If $f(0)=0$ and $f''(x)$ exists for all $x>0$, then show that $$ f'(x)-\frac{f(x)}{x} = \frac{1}{2} xf''(\zeta), \quad 0<\zeta <x $$ Also deduce that if $f''(x)$ is positive for positive values of $x$, then $f(x)/x$ strictly increases as $x$ increases.

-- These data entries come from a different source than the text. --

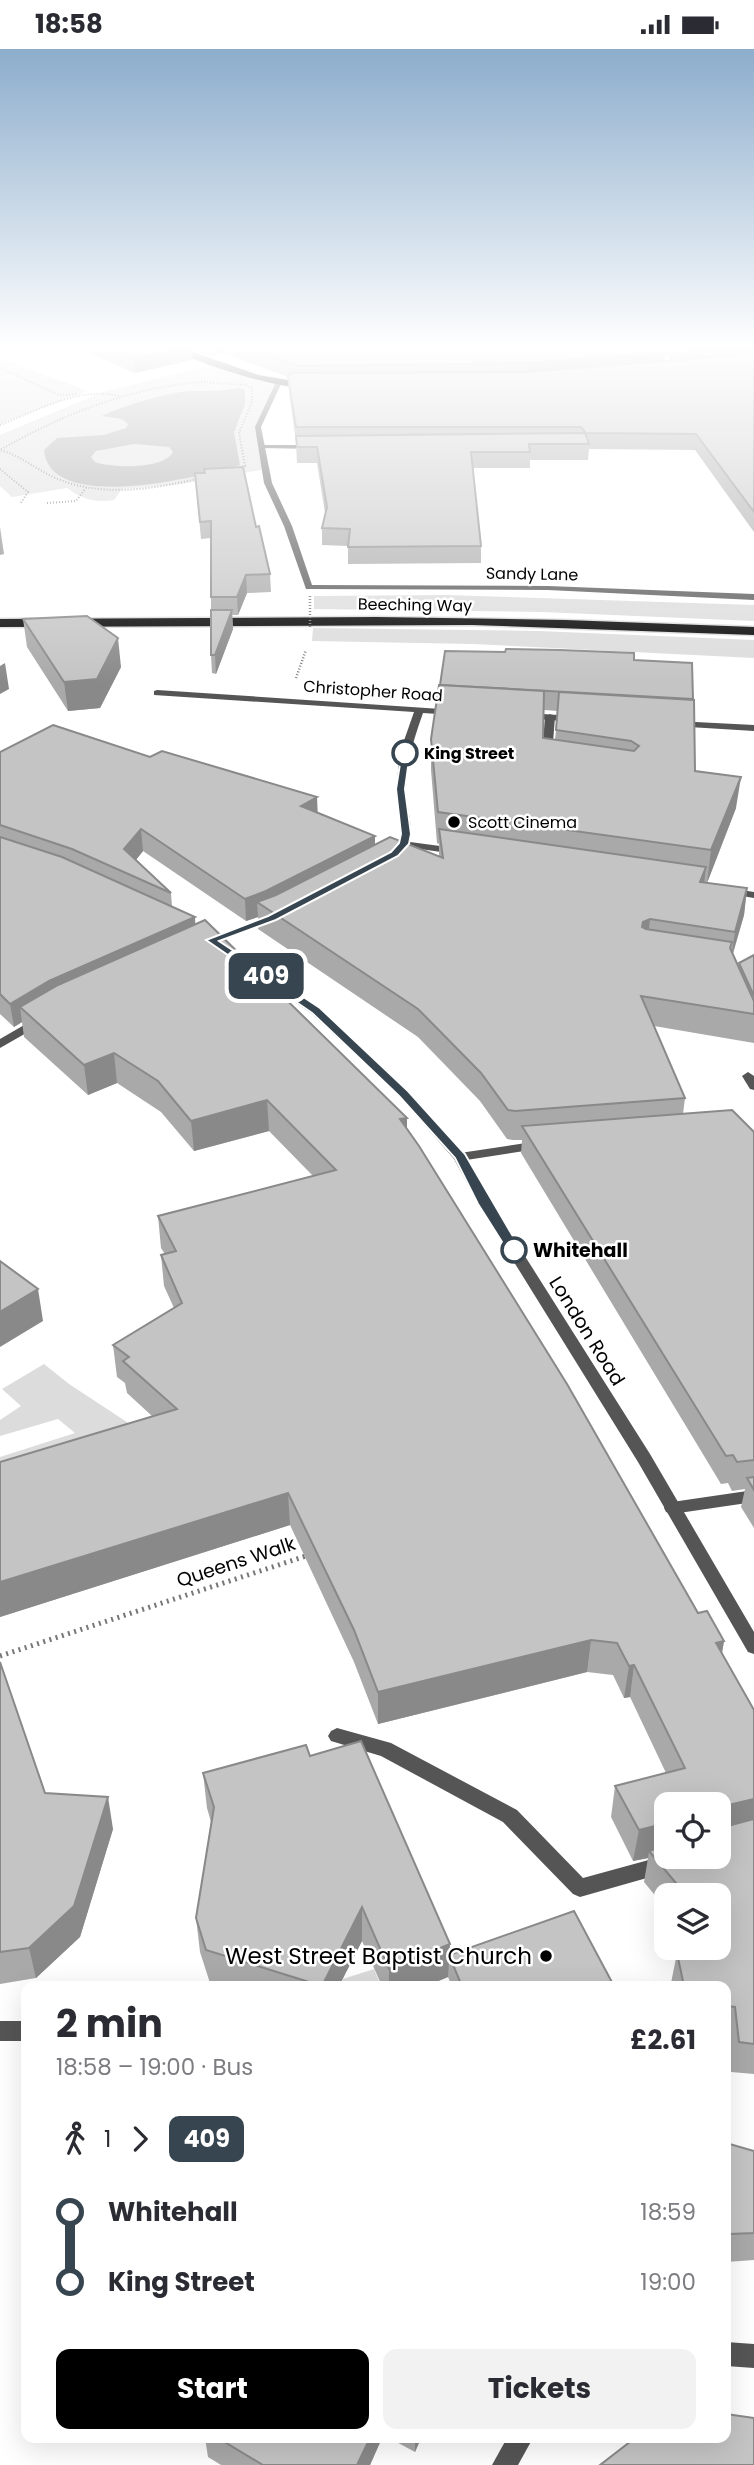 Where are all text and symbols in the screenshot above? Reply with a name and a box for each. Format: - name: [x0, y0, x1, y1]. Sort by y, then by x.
- text: 18:58: [35, 6, 103, 42]
- street label: Sandy Lane: [486, 562, 578, 586]
- street label: Beeching Way: [358, 593, 472, 617]
- street label: Christopher Road: [303, 675, 443, 707]
- marker: King Street: [392, 740, 418, 766]
- place label: King Street: [424, 742, 514, 765]
- place label: Scott Cinema: [468, 811, 577, 834]
- marker: Scott Cinema: [446, 814, 462, 830]
- line badge: 409: [226, 953, 306, 999]
- text: 409: [243, 959, 289, 992]
- marker: Whitehall: [501, 1237, 527, 1263]
- place label: Whitehall: [533, 1237, 628, 1264]
- street label: London Road: [543, 1271, 631, 1391]
- street label: Queens Walk: [173, 1530, 299, 1594]
- map controls: [654, 1792, 731, 1960]
- button: locate: [654, 1792, 731, 1869]
- button: layers: [654, 1883, 731, 1960]
- place label: West Street Baptist Church: [225, 1940, 532, 1972]
- marker: West Street Baptist Church: [538, 1948, 554, 1964]
- text: 2 min: [56, 1997, 163, 2050]
- text: £2.61: [630, 2022, 696, 2058]
- text: 18:58 – 19:00 · Bus: [56, 2051, 253, 2083]
- icon: walk: [56, 2120, 94, 2158]
- icon: forward: [121, 2120, 159, 2158]
- text: 409: [183, 2122, 230, 2155]
- text: 1: [104, 2123, 111, 2155]
- text: Whitehall: [108, 2194, 238, 2230]
- text: 18:59: [640, 2196, 696, 2228]
- text: King Street: [108, 2264, 255, 2300]
- text: 19:00: [640, 2266, 696, 2298]
- button: Start: [56, 2349, 369, 2429]
- button: Tickets: [383, 2349, 696, 2429]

For the first part i defined $ \phi(x) = xf'(x) -f(x) $. Applying Lagrange mean value theorem to it i got $ f'(x)-f(x)/x=xf''(\zeta)$. The factor of 1/2 is missing. Can someone point out the mistake. Also kindly help with second part of question that talks about strictly increasing $f(x)/x$
Use Taylor's theorem to approximate $f(t)$ around $x$ by a linear polynomial. You'll get $$f(t) = f(x) + (t-x)f'(x) + r_1(t)$$ where $r_1(t)$ is the remainder. Using the Lagrange form of the remainder we can conclude that $$r_1(t)=\frac{1}{2}(t-x)^2f''(\zeta)$$ for some $\zeta$ between $t$ and $x$. Setting $t=0$ and combining everything gives the required identity.
For the second part, divide both sides of the equation by $x$ and notice that the LHS becomes the derivative of $\frac{f(x)}{x}$. Since $f''$ is assumed positive you immediately have the result.